Pour le Suisse Gjon’s Tears, c'est l'Albanie qui a donné la note maximale. Les jurys du Danemark, de Lettonie, d'Israël, de Belgique, d'Islande, de l'Estonie et de la Finlande lui ont accordé 12 points, et du côté des téléspectateurs seul l'Albanie lui en a donné autant. La France comme la Suisse sont restées toute la soirée en tête des votes des jurys, mais c'est au moment des votes du public qu'ils ont été dépassés par l'Italie.
"Avec Voilà, les mots résonnent comme des notes, les paroles sont une phrase musicale."

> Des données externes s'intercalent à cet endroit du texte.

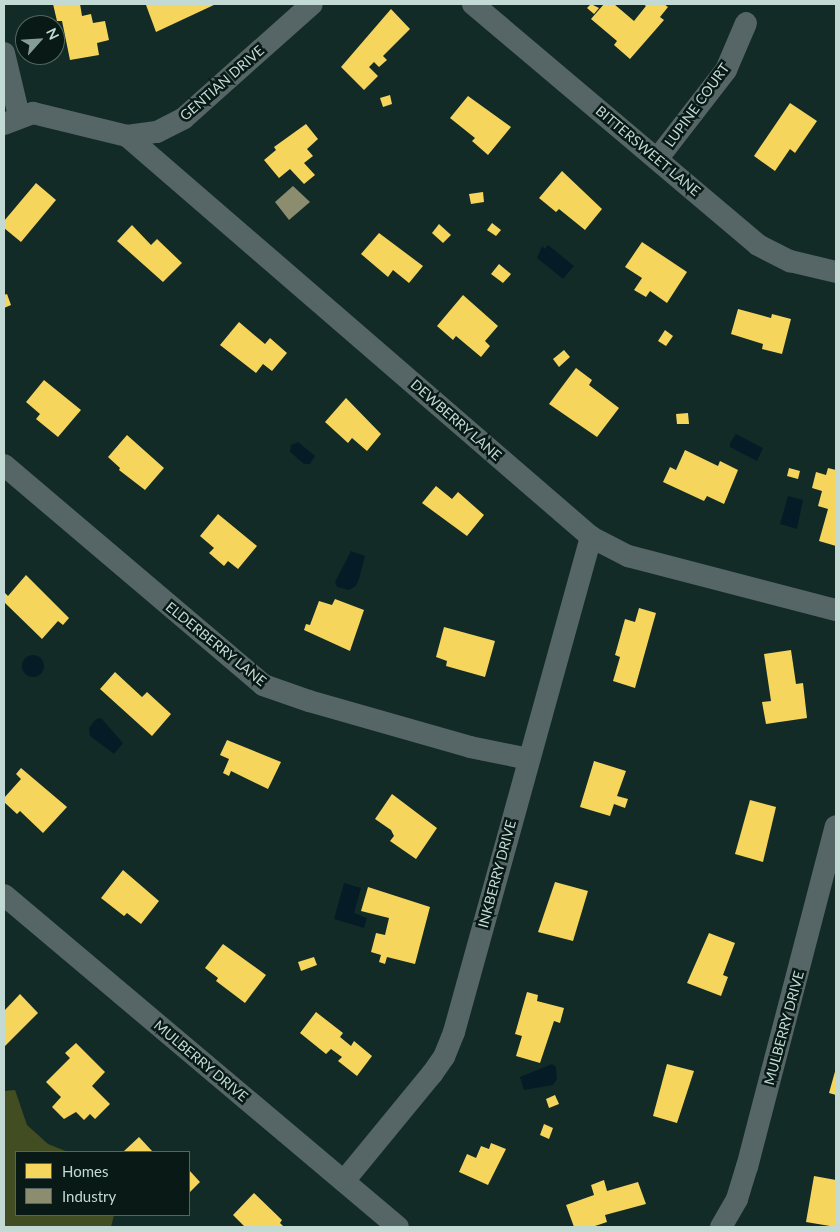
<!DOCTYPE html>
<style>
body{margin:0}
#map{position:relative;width:840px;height:1231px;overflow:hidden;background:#132b27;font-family:Lato,sans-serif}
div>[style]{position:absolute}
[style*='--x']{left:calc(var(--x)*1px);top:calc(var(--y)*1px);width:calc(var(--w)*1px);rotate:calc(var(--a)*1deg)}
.green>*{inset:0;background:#424d21}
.water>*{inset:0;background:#051c27}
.round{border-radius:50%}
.homes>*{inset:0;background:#f6d55c}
.industry>*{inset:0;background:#8c8c6e}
.street>*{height:22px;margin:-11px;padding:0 11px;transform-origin:11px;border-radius:11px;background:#566667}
span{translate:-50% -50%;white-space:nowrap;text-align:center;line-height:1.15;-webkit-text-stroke:5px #081916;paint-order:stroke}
.street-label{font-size:14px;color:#c3d9d3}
.frame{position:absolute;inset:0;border:5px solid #c3d9d3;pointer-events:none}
.legend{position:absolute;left:15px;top:1151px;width:175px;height:65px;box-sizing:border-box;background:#081916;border:1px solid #536662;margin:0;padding:6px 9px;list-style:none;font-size:15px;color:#c3d9d3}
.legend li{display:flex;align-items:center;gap:10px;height:25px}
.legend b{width:25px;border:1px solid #536662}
.north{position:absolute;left:15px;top:15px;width:50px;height:50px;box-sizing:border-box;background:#081916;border:1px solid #536662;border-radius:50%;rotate:64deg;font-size:14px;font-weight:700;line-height:20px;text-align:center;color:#c3d9d3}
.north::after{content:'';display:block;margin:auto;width:18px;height:22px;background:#859c97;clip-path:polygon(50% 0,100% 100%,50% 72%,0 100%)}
</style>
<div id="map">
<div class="green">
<i style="clip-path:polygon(15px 1090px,27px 1125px,48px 1144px,68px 1152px,16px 1152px,16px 1215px,114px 1215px,111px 1227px,4px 1227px,4px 1091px)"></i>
</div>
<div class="water">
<i style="clip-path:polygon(548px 245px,574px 266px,563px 279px,537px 258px,542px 246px,545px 249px)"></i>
<i style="clip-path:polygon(736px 434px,763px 448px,757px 461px,730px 447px,730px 443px)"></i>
<i style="clip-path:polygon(298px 442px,315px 456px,310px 464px,304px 464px,290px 452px,291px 445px)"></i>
<i style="clip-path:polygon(788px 496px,803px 500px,797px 529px,780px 524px)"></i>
<i style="clip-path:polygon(351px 551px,365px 556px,359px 579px,356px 586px,349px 590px,337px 587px,335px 582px)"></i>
<i class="round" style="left:22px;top:655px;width:22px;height:22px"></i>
<i style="clip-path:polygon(101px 718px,123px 743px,114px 754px,90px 736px,89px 728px,96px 719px)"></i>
<i style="clip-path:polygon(344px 883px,361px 888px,354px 913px,367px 918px,364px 928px,334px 919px)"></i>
<i style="clip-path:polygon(552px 1064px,556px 1067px,557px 1079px,553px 1085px,524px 1090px,520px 1077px)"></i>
</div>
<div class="homes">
<i style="clip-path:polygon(53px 4px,80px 4px,82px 16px,91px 14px,93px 23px,105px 21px,109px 40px,97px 43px,99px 55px,70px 60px,62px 21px,57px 21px)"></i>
<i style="clip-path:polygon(148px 4px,216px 4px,156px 32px,146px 5px)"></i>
<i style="clip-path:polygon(591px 4px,599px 8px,594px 14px,587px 8px)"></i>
<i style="clip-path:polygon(604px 4px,614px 4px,634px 21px,646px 6px,643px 4px,664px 4px,668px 7px,660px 17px,664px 20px,630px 59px,614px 45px,617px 41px,591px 19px)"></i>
<i style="clip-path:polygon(391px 9px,410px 29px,383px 56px,387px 60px,379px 67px,374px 62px,369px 67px,378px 76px,364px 90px,341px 67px)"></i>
<i style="clip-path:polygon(390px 95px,392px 104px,383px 107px,380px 98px)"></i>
<i style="clip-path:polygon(468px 96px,511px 127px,488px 155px,472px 141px,475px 138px,450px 118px)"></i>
<i style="clip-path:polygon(790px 103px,817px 121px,795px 153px,790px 149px,775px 171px,754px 156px)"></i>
<i style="clip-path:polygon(306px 124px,318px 139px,307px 149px,313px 156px,304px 163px,315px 175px,304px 184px,290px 169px,279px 178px,264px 160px,276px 150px,274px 147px)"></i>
<i style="clip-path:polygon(562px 171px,602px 209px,585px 230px,559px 209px,556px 212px,539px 198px)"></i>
<i style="clip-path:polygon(36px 183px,56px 200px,21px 242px,4px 228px,4px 221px)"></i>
<i style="clip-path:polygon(483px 192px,484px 202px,471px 204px,469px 194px)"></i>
<i style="clip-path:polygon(492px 223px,501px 230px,496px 236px,487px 230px)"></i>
<i style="clip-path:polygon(439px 224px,451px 235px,443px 243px,432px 233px)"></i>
<i style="clip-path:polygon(132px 225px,151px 245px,157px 239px,182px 263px,163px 282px,117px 241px)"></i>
<i style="clip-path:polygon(379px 233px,423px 266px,409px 283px,393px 270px,388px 277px,361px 254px)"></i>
<i style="clip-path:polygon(642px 242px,687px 272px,667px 303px,650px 291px,646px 297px,634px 290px,642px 278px,625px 267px)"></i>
<i style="clip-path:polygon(499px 264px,511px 274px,503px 283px,491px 274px)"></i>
<i style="clip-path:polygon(7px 294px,11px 305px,4px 308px,4px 295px)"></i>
<i style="clip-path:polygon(463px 295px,498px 326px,485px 341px,490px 346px,481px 357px,456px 336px,453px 340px,437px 326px)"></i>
<i style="clip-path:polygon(738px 309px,771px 318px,772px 314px,791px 319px,782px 354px,762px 349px,763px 344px,731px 334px)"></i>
<i style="clip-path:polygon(239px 322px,265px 344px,270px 338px,287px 353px,272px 371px,263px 364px,256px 373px,220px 345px)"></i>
<i style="clip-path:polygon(665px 330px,673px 336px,666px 346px,658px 341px)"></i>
<i style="clip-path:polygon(564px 350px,570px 357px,559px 367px,553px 359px)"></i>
<i style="clip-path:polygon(576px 368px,592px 380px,589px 385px,619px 408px,597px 437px,549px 404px)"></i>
<i style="clip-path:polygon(44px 380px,81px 410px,58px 437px,36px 419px,40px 414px,26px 402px)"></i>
<i style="clip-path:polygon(346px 398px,381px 434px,367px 451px,352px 438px,348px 443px,325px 422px)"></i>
<i style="clip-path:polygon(688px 413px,689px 424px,677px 424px,676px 414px)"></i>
<i style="clip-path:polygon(127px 435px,164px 468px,145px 490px,119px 470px,120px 468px,108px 457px)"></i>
<i style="clip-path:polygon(685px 450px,718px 466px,720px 461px,738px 470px,724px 504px,707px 496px,704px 501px,663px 482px,670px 467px,676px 470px)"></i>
<i style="clip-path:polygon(789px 468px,800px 471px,798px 479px,787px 476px)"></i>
<i style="clip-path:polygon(828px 468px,836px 470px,836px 546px,819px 541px,828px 509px,818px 506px,822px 491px,812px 488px,816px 472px,826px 475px)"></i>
<i style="clip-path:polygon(436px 486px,452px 499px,458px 492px,484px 515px,467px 536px,422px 503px)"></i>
<i style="clip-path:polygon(218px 514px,257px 546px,238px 569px,228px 561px,224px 566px,209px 553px,214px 548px,200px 536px)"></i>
<i style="clip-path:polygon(26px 575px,69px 618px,63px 625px,58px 621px,42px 639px,4px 602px,4px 592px,8px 596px)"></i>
<i style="clip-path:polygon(335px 599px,364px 610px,350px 651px,304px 630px,306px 624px,310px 625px,319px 601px,332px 605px)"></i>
<i style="clip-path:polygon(639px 608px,656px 613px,635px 688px,613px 681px,620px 657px,615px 655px,625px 619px,635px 622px)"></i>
<i style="clip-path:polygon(444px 627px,495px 641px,485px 677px,446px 666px,447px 661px,436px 657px)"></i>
<i style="clip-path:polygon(791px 650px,796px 684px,803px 683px,807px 718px,766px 724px,762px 702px,771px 701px,764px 654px)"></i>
<i style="clip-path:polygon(115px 672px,142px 697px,147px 692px,171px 714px,152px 736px,100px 689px)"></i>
<i style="clip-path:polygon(227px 740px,281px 762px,268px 789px,231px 771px,229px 776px,223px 773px,229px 759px,220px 755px)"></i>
<i style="clip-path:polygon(594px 761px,626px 771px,617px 796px,628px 799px,625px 808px,614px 804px,610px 816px,580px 807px)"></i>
<i style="clip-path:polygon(21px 768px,67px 807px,43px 833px,20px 811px,17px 814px,4px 802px,4px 798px,21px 779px,16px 774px)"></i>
<i style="clip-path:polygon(392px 794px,437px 828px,416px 859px,390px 841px,394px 836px,391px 830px,375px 819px)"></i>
<i style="clip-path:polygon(750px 800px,776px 807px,763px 862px,735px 854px)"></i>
<i style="clip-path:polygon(123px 870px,159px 901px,141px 924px,127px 913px,124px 916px,101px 898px)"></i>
<i style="clip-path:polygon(555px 882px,588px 891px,573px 941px,538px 932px)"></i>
<i style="clip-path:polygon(368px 887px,430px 907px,415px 964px,387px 957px,385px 964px,379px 962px,381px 955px,371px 952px,376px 933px,385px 935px,389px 918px,361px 911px)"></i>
<i style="clip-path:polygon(709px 933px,735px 943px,723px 975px,728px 977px,721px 996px,687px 983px)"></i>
<i style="clip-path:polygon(223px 944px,266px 975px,245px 1003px,216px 981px,218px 978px,205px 968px)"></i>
<i style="clip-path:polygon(314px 957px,317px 965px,301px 971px,298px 962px)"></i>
<i style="clip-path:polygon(527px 992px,538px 995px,537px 1001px,564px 1008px,560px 1023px,554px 1021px,540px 1063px,516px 1056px,522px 1036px,515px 1034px)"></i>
<i style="clip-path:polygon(20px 994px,38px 1013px,4px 1047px,4px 1011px)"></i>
<i style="clip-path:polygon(316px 1012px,343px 1033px,340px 1037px,351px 1046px,354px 1041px,372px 1056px,357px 1076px,338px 1061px,342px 1057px,331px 1049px,326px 1054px,300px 1033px)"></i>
<i style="clip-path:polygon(76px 1043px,105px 1072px,92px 1086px,110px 1104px,95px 1119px,90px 1114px,84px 1120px,76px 1112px,64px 1119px,52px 1107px,61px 1097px,46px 1082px,70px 1058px,65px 1053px)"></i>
<i style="clip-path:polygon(667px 1064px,694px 1071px,677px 1123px,653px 1116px)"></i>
<i style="clip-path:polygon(836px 1068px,836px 1095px,829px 1093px)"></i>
<i style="clip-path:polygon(555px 1095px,559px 1104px,549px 1108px,546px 1099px)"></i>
<i style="clip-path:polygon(544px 1124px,553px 1128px,549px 1139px,540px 1135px)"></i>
<i style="clip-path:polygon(139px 1137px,153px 1152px,123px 1152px)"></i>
<i style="clip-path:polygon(491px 1143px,506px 1149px,488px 1185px,459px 1172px,467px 1154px,476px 1158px,481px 1146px,489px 1149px)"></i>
<i style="clip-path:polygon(189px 1170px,200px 1182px,189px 1193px)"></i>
<i style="clip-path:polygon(814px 1176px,836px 1180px,836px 1227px,806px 1222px)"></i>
<i style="clip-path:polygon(604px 1180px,607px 1191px,638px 1182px,646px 1204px,605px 1215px,607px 1222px,592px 1227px,574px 1227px,566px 1205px,594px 1195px,591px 1185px)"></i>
<i style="clip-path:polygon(254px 1193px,282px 1220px,280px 1223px,284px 1227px,245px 1227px,233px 1215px)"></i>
</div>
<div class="industry">
<i style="clip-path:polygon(293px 186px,310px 202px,289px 220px,275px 202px)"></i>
</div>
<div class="street">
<i style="--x:473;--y:4;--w:373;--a:40.2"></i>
<i style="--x:758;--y:245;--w:36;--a:27"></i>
<i style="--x:790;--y:261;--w:47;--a:13.4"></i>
<i style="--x:4;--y:53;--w:65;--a:76.6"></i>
<i style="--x:4;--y:124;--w:31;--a:-21"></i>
<i style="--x:33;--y:113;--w:97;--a:13.7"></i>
<i style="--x:127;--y:136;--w:30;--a:-8"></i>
<i style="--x:157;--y:132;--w:30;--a:-27"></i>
<i style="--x:184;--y:118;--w:171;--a:-41.7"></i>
<i style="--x:127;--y:136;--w:613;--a:40.83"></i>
<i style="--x:591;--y:537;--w:42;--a:27.2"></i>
<i style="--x:628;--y:556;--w:215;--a:14.6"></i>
<i style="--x:658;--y:158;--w:111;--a:-52.3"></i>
<i style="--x:726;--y:70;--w:51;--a:-66.9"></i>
<i style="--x:4;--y:465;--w:340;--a:40.3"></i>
<i style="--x:263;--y:685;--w:49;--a:19.2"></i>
<i style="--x:309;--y:701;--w:167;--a:15.9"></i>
<i style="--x:470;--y:747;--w:60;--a:11.5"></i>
<i style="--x:4;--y:895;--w:515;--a:40.12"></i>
<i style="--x:344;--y:1181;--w:139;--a:-50.6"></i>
<i style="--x:432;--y:1074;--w:21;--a:-55"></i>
<i style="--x:444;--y:1057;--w:27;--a:-68"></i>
<i style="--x:454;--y:1032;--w:514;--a:-74.53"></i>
<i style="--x:721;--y:1227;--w:32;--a:-60"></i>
<i style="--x:737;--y:1199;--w:34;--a:-73"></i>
<i style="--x:747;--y:1167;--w:352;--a:-75.4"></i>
</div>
<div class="street-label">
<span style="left:222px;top:83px;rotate:-41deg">GENTIAN DRIVE</span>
<span style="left:697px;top:105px;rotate:-54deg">LUPINE COURT</span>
<span style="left:648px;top:151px;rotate:40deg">BITTERSWEET LANE</span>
<span style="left:456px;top:420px;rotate:41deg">DEWBERRY LANE</span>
<span style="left:216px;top:644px;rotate:39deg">ELDERBERRY LANE</span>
<span style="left:497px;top:874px;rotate:-75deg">INKBERRY DRIVE</span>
<span style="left:784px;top:1028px;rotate:-75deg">MULBERRY DRIVE</span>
<span style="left:201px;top:1061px;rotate:40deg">MULBERRY DRIVE</span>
</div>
<div class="frame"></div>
<ul class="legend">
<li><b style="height:14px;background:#f6d55c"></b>Homes</li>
<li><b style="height:14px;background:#8c8c6e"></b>Industry</li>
</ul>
<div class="north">N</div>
</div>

Nicolas Georges, chroniqueur culture à TV5 Monde
Alors est-ce un retour en grâce de la francophonie auprès des auditeurs internationaux ? Disons plutôt que c'est Barbara Pravi qui a renoué avec ce qui a fait le succès de la langue française pendant des années. Pour Nicolas Georges, journaliste chroniqueur culture à TV5 Monde, les auditeurs ont salué la musicalité de la langue de Molière : « Quand on interroge des artistes ou des auditeurs à l’international, ils mettent en avant la portée des mots et la musicalité de la chanson française. Avec Voilà, les mots résonnent comme des notes, les paroles sont une phrase musicale.»
Cette musicalité a été servie par une simplicité rare dans un événement tel que l’Eurovision. « Les auditeurs ont aussi apprécié la simplicité de la performance, ajoute Nicolas Georges, aussi bien dans les paroles, faciles à retenir et à chanter que dans le décor, sobre et dénué de toute fioriture ». Une sobriété qui rappelle les icônes de la chanson française depuis 70 ans comme Barbara ou Edith Piaf. De nombreux auditeurs ont d’ailleurs évoqué des similitudes avec cette dernière.
Chanter en français a aussi été un moyen de se démarquer des autres candidats. La majorité des autres chansons étaient en anglais. Benjamin Boutin, président de l’ONG Francophonie sans frontières, s’en réjouit : « Avec ces deuxième et troisième places, la France et la Suisse ont prouvé qu’on peut séduire dans toutes les langues, et pas seulement avec l’anglais.»
"On peut séduire dans toutes les langues, et pas seulement avec l'anglais."
Benjamin Boutin, président de Francophonie sans frontières
Pour Benjamin Boutin, l’emploi du français dans la chanson permet de développer une créativité et une authenticité uniques. « Nos diversités culturelles, qui sont censées être mises en avant dans des événements comme l’Eurovision, s’expriment en partie à travers notre langue, s’en priver n’aurait pas été un bon choix stratégique. » D’autant plus que la chanson française bénéficie encore d’une grande popularité à l’étranger. « On a de grandes chanteuses internationales comme Céline Dion ou Nana Mouskouri qui ont chanté en français. À chaque fois que Céline Dion interprète un titre français à Las Vegas, le public réagit extrêmement bien. De même en Russie, certains chanteurs comme Joe Dassin et Aznavour sont encore extrêmement populaires.»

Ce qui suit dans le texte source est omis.